> WORK TO COMPLETE: Look through the entries for the string "stream" and copy every line where it shows up.

(Collected data entries)
++++++++++++++++++++

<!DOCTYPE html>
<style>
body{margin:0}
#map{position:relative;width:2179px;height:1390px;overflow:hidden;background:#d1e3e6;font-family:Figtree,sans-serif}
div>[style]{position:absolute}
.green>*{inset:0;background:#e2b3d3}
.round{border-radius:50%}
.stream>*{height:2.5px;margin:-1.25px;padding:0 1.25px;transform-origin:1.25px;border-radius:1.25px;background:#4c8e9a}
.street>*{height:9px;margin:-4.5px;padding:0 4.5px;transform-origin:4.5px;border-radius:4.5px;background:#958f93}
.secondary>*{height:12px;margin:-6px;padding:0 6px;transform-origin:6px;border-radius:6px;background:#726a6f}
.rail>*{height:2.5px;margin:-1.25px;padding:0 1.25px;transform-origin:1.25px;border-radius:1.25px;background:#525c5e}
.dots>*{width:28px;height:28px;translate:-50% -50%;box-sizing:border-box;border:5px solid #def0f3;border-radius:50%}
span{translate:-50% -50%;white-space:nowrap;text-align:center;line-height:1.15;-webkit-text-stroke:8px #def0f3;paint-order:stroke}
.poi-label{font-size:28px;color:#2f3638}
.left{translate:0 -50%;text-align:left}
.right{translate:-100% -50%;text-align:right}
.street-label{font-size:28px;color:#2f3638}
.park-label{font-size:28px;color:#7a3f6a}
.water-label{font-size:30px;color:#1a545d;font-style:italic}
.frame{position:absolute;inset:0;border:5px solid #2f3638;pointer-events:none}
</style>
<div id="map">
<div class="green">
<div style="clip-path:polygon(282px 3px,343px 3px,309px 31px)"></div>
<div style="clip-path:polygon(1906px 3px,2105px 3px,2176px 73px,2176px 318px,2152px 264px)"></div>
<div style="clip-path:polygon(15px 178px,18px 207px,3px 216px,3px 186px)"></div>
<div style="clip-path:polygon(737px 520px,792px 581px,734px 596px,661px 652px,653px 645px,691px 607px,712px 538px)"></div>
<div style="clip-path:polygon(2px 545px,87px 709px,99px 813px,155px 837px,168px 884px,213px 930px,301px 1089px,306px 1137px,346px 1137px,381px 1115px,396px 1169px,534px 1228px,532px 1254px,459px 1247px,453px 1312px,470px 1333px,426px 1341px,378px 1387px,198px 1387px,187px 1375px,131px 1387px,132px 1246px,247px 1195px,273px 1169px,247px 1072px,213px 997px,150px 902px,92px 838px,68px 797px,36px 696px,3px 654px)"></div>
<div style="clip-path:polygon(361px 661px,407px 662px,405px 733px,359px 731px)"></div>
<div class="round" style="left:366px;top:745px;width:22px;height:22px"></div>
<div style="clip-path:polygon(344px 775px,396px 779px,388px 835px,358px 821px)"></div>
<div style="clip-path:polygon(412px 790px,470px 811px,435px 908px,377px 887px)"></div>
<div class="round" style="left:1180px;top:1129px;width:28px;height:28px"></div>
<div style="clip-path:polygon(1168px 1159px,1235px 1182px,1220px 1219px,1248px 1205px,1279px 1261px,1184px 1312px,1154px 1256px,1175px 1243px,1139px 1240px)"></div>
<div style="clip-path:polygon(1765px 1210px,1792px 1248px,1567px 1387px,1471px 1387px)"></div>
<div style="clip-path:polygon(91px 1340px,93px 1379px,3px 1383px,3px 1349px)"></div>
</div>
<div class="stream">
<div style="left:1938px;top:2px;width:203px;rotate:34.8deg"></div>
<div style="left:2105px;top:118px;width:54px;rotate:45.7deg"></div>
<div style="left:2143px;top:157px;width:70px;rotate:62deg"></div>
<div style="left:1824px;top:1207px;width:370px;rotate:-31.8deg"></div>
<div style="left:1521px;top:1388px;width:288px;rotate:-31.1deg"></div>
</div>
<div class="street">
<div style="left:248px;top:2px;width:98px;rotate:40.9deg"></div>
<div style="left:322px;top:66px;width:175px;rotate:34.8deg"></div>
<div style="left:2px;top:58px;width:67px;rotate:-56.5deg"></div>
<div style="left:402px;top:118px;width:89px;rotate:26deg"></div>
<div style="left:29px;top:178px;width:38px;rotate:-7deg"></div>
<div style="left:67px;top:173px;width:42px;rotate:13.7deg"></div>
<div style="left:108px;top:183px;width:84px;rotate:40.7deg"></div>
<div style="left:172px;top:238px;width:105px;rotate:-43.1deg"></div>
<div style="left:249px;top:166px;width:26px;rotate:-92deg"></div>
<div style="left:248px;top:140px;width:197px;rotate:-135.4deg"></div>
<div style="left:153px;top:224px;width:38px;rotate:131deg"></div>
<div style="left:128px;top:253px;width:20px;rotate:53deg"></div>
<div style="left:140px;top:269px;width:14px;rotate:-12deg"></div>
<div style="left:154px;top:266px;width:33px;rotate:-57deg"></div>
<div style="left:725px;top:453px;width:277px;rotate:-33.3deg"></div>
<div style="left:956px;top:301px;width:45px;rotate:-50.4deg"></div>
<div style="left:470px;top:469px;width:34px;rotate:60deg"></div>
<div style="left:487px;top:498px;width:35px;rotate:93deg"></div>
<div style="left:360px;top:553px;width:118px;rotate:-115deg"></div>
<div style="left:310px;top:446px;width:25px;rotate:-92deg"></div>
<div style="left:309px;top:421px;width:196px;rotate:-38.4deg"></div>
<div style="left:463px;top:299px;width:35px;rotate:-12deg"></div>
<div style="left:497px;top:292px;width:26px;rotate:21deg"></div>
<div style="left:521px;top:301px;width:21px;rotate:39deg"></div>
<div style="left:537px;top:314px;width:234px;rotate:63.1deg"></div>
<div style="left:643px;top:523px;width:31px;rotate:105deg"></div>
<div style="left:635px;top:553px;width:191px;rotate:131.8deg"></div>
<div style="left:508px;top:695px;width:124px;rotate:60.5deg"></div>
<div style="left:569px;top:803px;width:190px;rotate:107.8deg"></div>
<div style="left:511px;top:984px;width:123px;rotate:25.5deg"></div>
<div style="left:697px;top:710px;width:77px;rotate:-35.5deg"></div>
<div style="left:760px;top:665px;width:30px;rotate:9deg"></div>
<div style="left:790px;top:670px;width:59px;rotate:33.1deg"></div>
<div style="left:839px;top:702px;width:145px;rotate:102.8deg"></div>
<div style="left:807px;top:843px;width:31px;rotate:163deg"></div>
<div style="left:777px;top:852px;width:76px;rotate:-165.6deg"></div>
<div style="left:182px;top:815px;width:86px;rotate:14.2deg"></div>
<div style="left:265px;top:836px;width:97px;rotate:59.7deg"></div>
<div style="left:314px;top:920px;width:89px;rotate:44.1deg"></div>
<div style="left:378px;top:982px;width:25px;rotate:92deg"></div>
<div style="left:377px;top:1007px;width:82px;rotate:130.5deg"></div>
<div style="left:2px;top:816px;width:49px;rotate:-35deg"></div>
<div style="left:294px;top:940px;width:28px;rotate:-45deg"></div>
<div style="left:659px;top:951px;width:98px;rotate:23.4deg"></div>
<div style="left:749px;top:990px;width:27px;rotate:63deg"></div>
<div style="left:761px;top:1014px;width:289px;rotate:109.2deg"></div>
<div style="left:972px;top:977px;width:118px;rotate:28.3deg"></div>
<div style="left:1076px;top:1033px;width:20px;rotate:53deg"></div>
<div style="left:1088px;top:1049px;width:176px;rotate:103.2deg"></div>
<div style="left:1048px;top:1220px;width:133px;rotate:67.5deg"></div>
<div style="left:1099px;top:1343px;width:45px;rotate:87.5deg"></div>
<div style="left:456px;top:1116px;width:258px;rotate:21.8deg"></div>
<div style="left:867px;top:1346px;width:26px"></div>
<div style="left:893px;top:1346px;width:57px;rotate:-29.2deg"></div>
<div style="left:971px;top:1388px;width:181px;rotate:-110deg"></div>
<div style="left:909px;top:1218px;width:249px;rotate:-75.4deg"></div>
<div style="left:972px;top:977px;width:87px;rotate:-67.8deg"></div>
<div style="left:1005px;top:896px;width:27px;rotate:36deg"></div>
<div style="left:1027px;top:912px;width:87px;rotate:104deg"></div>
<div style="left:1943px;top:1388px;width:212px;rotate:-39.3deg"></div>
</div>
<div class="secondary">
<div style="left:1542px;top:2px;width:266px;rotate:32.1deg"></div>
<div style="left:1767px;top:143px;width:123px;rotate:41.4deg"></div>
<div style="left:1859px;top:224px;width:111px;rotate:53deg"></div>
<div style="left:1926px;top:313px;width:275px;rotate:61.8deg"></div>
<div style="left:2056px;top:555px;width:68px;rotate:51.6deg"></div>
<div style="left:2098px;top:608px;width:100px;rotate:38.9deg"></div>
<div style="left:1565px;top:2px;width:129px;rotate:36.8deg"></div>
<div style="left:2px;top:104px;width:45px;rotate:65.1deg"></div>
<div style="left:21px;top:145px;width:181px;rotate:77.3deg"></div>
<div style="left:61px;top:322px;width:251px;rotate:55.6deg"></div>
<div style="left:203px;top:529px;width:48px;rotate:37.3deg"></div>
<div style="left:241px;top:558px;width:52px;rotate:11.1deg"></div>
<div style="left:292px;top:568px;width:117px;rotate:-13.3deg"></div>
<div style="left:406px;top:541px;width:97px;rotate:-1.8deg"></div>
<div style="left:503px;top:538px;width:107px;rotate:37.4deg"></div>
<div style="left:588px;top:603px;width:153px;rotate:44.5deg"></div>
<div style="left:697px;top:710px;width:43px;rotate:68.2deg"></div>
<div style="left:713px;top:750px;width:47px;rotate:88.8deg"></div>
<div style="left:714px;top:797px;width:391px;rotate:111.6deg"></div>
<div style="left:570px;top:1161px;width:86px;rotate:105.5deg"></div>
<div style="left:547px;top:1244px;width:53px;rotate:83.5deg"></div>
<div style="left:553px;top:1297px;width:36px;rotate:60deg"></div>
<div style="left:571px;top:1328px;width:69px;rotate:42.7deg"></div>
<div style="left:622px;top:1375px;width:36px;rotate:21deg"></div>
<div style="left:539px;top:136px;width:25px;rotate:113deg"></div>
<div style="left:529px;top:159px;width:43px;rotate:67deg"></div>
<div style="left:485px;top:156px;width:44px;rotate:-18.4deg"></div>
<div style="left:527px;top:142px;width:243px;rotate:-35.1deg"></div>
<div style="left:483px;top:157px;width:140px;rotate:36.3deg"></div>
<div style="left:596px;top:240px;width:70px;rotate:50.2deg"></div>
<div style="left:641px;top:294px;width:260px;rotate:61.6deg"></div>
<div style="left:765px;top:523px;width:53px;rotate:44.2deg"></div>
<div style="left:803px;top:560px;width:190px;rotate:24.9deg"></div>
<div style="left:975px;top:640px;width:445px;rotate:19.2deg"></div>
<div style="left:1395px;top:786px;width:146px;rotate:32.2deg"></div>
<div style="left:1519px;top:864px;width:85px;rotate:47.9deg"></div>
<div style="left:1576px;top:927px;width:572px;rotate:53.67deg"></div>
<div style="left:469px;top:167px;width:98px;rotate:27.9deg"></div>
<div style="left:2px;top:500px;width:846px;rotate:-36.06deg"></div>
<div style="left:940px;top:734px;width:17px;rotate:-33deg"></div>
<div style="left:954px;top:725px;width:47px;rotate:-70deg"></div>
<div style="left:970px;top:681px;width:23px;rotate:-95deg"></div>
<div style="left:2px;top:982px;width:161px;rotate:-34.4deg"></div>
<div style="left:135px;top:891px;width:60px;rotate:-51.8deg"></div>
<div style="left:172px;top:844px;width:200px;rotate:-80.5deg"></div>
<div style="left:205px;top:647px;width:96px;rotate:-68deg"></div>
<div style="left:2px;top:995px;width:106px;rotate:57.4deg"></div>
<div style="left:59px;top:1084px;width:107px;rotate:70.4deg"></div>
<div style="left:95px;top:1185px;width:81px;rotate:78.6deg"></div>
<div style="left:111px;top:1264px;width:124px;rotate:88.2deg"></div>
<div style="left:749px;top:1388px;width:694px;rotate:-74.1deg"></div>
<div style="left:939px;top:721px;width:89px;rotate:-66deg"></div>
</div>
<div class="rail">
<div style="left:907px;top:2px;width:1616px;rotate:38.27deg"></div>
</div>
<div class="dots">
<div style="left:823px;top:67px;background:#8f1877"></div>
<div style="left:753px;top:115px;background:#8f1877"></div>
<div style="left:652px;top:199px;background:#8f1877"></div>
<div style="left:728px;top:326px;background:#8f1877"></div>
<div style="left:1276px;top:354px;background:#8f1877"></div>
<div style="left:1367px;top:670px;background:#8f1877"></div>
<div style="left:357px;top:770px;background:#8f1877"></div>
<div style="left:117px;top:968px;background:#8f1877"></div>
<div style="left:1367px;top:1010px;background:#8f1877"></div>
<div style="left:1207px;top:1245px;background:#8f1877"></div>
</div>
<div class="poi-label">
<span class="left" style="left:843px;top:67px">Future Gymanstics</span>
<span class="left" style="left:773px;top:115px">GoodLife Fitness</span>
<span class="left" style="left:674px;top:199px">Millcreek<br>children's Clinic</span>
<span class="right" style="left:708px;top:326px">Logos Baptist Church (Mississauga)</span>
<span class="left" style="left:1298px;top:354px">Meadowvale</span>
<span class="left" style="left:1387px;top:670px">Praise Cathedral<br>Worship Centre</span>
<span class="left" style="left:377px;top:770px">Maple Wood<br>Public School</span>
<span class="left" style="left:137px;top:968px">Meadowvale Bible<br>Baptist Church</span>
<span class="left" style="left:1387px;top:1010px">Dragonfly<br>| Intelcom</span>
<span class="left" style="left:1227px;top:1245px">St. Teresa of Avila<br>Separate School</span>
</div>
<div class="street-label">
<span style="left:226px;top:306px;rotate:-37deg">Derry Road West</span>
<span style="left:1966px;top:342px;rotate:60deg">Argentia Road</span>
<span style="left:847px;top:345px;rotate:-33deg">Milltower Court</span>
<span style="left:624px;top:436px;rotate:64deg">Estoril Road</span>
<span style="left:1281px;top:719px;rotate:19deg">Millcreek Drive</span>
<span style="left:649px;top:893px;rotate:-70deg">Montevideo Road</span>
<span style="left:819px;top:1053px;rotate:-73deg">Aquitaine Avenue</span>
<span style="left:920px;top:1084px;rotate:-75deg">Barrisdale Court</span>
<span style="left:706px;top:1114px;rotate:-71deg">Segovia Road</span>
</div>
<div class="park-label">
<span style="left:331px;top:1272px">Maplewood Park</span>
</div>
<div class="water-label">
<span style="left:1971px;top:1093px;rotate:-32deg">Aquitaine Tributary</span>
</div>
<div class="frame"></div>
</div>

++++++++++++++++++++

> RESULT OF THE EXERCISE:
.stream>*{height:2.5px;margin:-1.25px;padding:0 1.25px;transform-origin:1.25px;border-radius:1.25px;background:#4c8e9a}
<div class="stream">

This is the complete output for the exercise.